A London-based leather artisan, Otis Ingrams, is the first expert to have his craftsmanship feature in a new series of films made by automotive brand Lexus to celebrate the importance of ‘takumi’. Takumi is the Japanese word for master craftsman. In the west, there is a wide acceptance that if a person can devote 10,000 hours to any activity (golf, painting, playing the violin and so on) they can become an expert. In Japan the belief is that it takes six times that, 60,000 hours, to achieve takumi status.

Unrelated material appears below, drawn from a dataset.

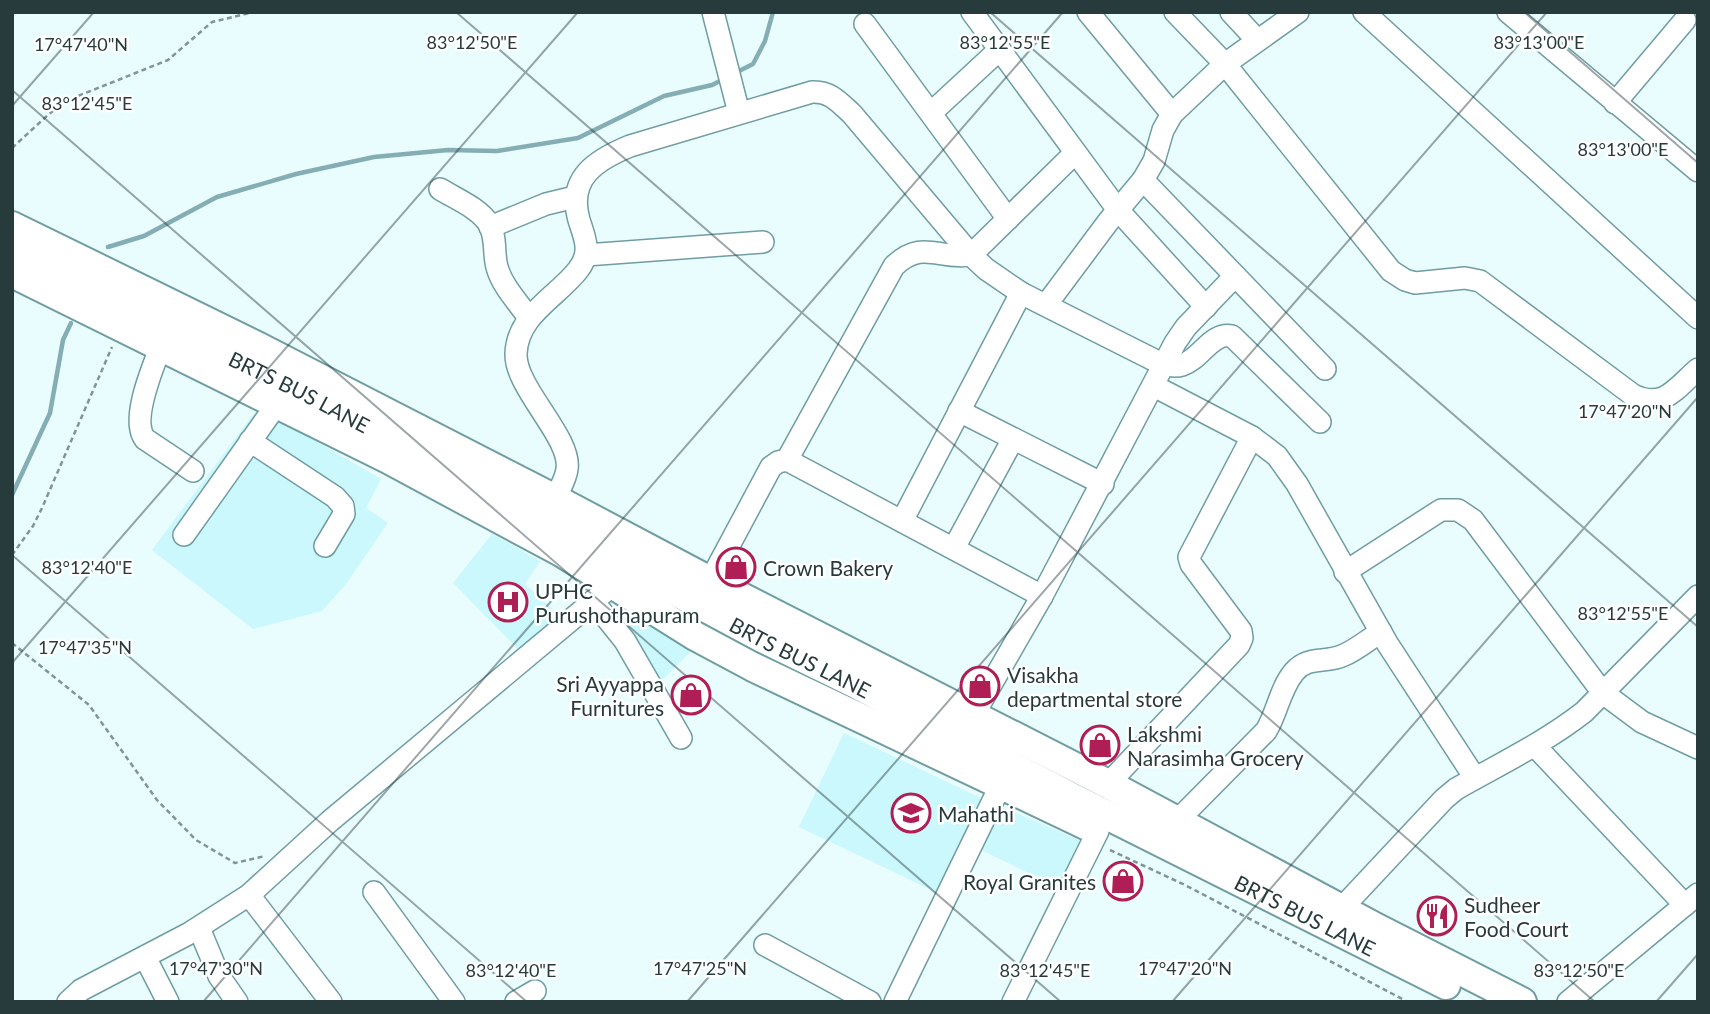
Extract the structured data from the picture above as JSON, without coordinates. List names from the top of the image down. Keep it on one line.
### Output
{"streets":{"main road":["BRTS BUS LANE"]},"places":{"shop":["Crown Bakery","Visakha departmental store","Sri Ayyappa Furnitures","Lakshmi Narasimha Grocery","Royal Granites"],"hospital":["UPHC Purushothapuram"],"school or university":["Mahathi"],"restaurant":["Sudheer Food Court"]},"coordinates":["83°12'55\"E","83°12'50\"E","83°13'00\"E","17°47'40\"N","83°12'45\"E","17°47'20\"N","83°12'40\"E","17°47'35\"N","17°47'30\"N","17°47'25\"N"]}
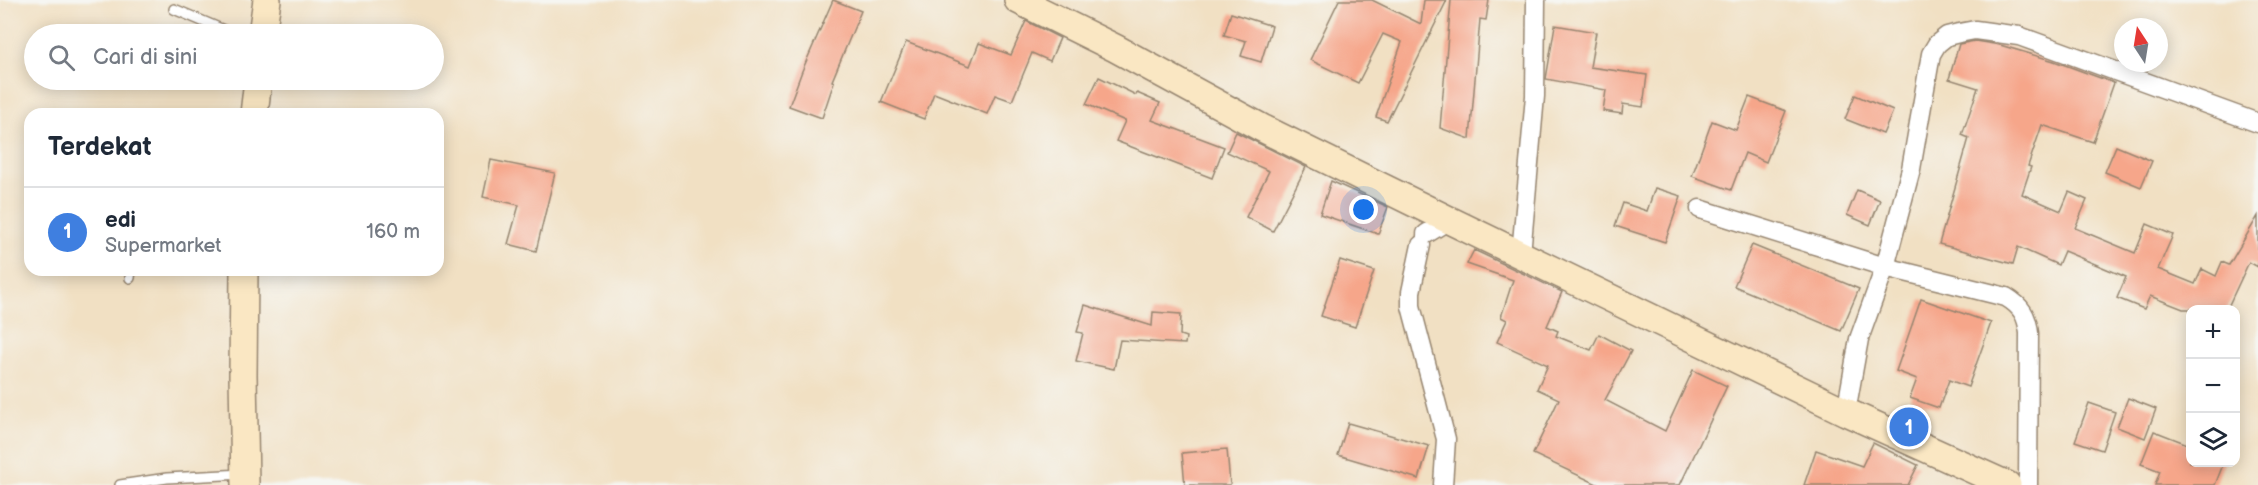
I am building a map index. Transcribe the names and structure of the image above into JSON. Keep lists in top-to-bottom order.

Lexus has made films in the past to highlight the craftsmanship of its own employees who have reached takumi status, including Katsuaki Suganuma, who has worked for the automotive company for more than 30 years and is now the person in charge of refining its choice and use of leather and all interior materials. In this new series, ‘In Search of Takumi’, it seeks to illustrate parallels between a takumi at Lexus and the work of different artisans working in the UK today. It picked Otis Ingrams to start the series off.
Takumi piece
The film shows Otis Ingrams at his North London studio and follows his work to create his “takumi piece”, a one-of-a-kind leather seat, (he calls it a “chaise”) inspired by the design and craftsmanship on show in the Lexus LC coupé. In the film, Mr Ingrams explains that the Lexus LC coupé proved to be a good starting point because the car is “incredibly sculptural”. He says he focused specifically on the interior door panel out of admiration for its smoothness and flowing lines.

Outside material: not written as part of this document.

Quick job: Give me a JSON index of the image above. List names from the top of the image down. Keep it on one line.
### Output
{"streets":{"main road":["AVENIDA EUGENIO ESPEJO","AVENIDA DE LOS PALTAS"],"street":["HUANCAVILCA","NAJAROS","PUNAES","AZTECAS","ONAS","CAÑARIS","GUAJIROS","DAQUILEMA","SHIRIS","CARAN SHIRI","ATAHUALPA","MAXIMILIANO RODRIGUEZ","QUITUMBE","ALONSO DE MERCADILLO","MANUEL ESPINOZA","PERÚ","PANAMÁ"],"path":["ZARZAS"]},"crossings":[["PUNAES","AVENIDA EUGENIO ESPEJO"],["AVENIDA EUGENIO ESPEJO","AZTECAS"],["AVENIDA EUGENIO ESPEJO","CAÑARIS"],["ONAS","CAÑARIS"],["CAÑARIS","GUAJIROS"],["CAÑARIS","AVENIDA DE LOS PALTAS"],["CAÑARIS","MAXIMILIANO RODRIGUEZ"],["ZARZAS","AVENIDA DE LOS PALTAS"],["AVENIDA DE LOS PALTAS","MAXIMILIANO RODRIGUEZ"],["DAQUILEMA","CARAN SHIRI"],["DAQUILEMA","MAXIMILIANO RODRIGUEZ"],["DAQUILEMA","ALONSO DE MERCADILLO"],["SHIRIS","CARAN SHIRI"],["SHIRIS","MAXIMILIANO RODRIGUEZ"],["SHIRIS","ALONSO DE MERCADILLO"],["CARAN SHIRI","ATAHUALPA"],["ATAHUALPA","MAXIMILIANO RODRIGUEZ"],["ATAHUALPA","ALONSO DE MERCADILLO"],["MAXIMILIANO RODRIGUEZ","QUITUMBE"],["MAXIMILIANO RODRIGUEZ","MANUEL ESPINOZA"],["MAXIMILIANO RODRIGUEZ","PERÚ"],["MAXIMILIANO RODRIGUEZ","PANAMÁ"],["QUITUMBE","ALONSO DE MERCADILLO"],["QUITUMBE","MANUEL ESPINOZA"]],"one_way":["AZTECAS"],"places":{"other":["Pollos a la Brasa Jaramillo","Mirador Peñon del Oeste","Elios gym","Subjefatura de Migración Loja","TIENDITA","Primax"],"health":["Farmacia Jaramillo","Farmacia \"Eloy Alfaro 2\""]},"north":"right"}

The designer completed an apprenticeship at the Bill Amberg Studio and went on to set up his own studio, OTZI, and to build up a reputation in creating bespoke, hand-crafted pieces. He says in the film: “Leather’s a very special material for me. It has huge potential. You can use it for almost anything and use it with a wide range of other materials.” He explains that he sought to translate “the sense of speed, dynamism and acceleration” that the Lexus LC offers into leather furniture, into his takumi piece.
One shot
He is clearly pleased with the chaise, which uses a carved frame covered in vegetable-tanned leather dyed a colour called, appropriately, London tan. He says it’s “way too heavy”, but comfortable. It also reflects the car in the way he hoped, he explains. “I think from start to finish I probably spent 100 hours on the piece,” Mr Ingrams says. “The stitching is all done by hand and everything had to be hand-finished.”
He used “very little machinery” past the point at which the main body of the piece was complete and worked with great care to keep to his original vision. “It’s a challenge to produce something that’s incredibly polished while, at the same time, only really having one shot at doing it,” he says. “The satisfaction of producing something as technically difficult as this was really rewarding.”
Whole hide, hand-cut, hand-stitched
He chose the scale of chaise carefully, “blowing it up” to a size at which he knew he would be able to use one whole hide. He chose thick leather for this project because he wanted the material to have “structure and generosity”. The film shows him laying the hide out on a cutting table, scoring round the shape of the pieces he needed to cover the frame and cutting them out from the hide, all by hand. Some of the pieces of leather then had to be skived, also by hand, “feathering the edges down to half a millimetre”.
Next, he stretched the leather pieces around the frame using glue and staples to hold them in place initially, allowing him to form the seams and use a pricking iron to mark out where all the stitches would go. For the stitching, he used linen thread coated in beeswax and applied a running stitch that no machine could replicate. After this, he waxed and burnished the bevelled edges to apply a high shine to them. “That shine really brings the piece together,” he comments.
The need for craftsmanship
Evidence of handcraft, of “human interaction” is important in a unique piece, Mr Ingrams insists, and he explains that the project he chose appealed to him because it represents “a synthesis of modern and traditional production”. Just as in the Lexus LC coupé, advanced machinery helped produce a complex shape, which he brought to life using traditional materials, traditional handcrafts and hand tools.
He explains that he had read about the Lexus commitment to quality and craftsmanship in the upholstery it uses, investing in “the best hides and the best stitching” to make its car interiors beautiful and comfortable. “I wanted to translate that,” he concludes. “I think there will always be a need for craftsmanship. No matter how complex or difficult pieces made by computer-aided design, robots or machinery are, those pieces are always, quite distinctly, lacking in human quality.”
A further four films will come out in the months ahead to show further parallels between UK craftspeople and takumi. For Otis Ingrams to have launched the series is a credit to his skills and a tribute to the deep connections that leather has with quality products, tradition and takumi.